A lo largo de mi vida, he aprendido que los momentos más difíciles son también aquellos que forjan el carácter y nos impulsan a alcanzar nuestras metas más ambiciosas. Esta primera sección de Misión Perú es una reflexión sobre los años fundacionales, donde la adversidad, lejos de ser un obstáculo, se convirtió en el aliciente para despertar mi vocación de servicio y emprendimiento.
Mi historia no es solamente la de un hombre que decide emprender. Desde la fundación de la Academia San Ignacio de Loyola –en 1968–, que nació de la necesidad de encontrar un camino para mí y para otros jóvenes, hasta los primeros emprendimientos que marcaron un antes y un después en la gastronomía y la educación en el Perú, cada página refleja ese espíritu de perseverancia que he intentado plasmar en cada proyecto que he liderado.
Aquí comienza un viaje que aún no ha terminado, un camino que me ha llevado a creer firmemente que, con esfuerzo, perseverancia y un propósito claro, es posible transformar la realidad de nuestro país. Porque, al final del día, mi misión siempre ha sido y será el Perú.
La vida me ha enseñado que el emprendimiento nace por necesidad y se desarrolla por oportunidad. La primera surge de una situación límite, un apuro económico o una circunstancia traumática en la que no parece haber otra salida más que actuar para sobrevivir. La segunda, en cambio, requiere de una observación profunda, un momento propicio y la convergencia de factores, a veces imperceptibles, que desencadenan una idea que nos lleva a actuar. Durante mi vida he experimentado ambas sensaciones.

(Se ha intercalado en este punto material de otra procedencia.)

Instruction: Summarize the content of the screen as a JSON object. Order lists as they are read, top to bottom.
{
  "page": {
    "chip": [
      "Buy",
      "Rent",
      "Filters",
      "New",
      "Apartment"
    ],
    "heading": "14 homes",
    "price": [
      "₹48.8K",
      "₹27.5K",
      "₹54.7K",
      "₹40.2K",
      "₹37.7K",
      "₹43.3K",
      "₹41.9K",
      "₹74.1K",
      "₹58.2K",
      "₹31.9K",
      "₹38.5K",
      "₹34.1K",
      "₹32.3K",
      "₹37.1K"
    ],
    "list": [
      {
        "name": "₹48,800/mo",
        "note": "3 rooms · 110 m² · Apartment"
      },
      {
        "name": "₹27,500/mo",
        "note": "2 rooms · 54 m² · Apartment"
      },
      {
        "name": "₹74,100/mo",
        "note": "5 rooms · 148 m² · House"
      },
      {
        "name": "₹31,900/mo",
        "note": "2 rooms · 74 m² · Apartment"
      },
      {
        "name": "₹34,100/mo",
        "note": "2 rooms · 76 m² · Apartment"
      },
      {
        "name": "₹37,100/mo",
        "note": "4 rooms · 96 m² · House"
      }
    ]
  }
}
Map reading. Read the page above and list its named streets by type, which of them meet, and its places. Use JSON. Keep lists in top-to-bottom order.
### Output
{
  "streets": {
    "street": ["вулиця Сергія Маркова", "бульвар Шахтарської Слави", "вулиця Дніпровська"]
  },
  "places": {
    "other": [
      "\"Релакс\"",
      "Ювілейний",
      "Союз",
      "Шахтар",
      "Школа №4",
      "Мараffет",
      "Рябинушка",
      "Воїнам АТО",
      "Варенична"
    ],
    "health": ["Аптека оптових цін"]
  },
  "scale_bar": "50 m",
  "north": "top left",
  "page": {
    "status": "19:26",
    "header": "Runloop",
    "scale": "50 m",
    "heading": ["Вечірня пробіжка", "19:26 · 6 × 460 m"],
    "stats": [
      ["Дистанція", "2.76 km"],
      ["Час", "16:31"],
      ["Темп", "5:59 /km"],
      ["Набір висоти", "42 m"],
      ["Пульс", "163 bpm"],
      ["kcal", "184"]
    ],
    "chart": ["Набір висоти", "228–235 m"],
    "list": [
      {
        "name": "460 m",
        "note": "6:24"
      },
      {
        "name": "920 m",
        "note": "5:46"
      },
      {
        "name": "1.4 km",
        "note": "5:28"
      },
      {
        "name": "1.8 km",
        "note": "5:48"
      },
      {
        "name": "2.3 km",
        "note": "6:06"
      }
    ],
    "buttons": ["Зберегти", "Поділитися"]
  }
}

Mi primer emprendimiento –ahora lo entiendo– combinó las dos perspectivas: la necesidad y la oportunidad.
Todo se inició cuando el régimen militar de Velasco Alvarado implantó el Gobierno Revolucionario de las Fuerzas Armadas en 1968, que impuso una mal llamada “política nacionalista”, desatando una serie de confiscaciones y expropiaciones de tierras, negocios y propiedades. Muchas familias perdieron sus bienes y, por lo tanto, se vieron obligadas a cerrar sus empresas.
La familia Prado fue una de las afectadas. Un día, la fábrica Galletas Fénix cerró, y mi padre –quien era gerente de la compañía– se quedó sin empleo. Fue un duro golpe económico para mi familia.
En aquel entonces, cursaba el segundo año de Economía, y mis estudios universitarios se hallaban en peligro. De no haber sido por la ayuda del rector de la Universidad del Pacífico, el padre Raimundo Villagrasa, S.J., la historia de mi vida quizá habría tomado un rumbo distinto. Generosamente, la universidad me otorgó una beca que me permitiría culminar mis estudios.
En casa, sin embargo, las necesidades eran muchas. Fue mi madre quien me sugirió que diera clases de matemática. Ya tenía algo de experiencia enseñando en la cochera de la casa. En una mesa que instalamos ahí, dicté un curso vacacional a los chicos del barrio para reforzar sus conocimientos en esa disciplina.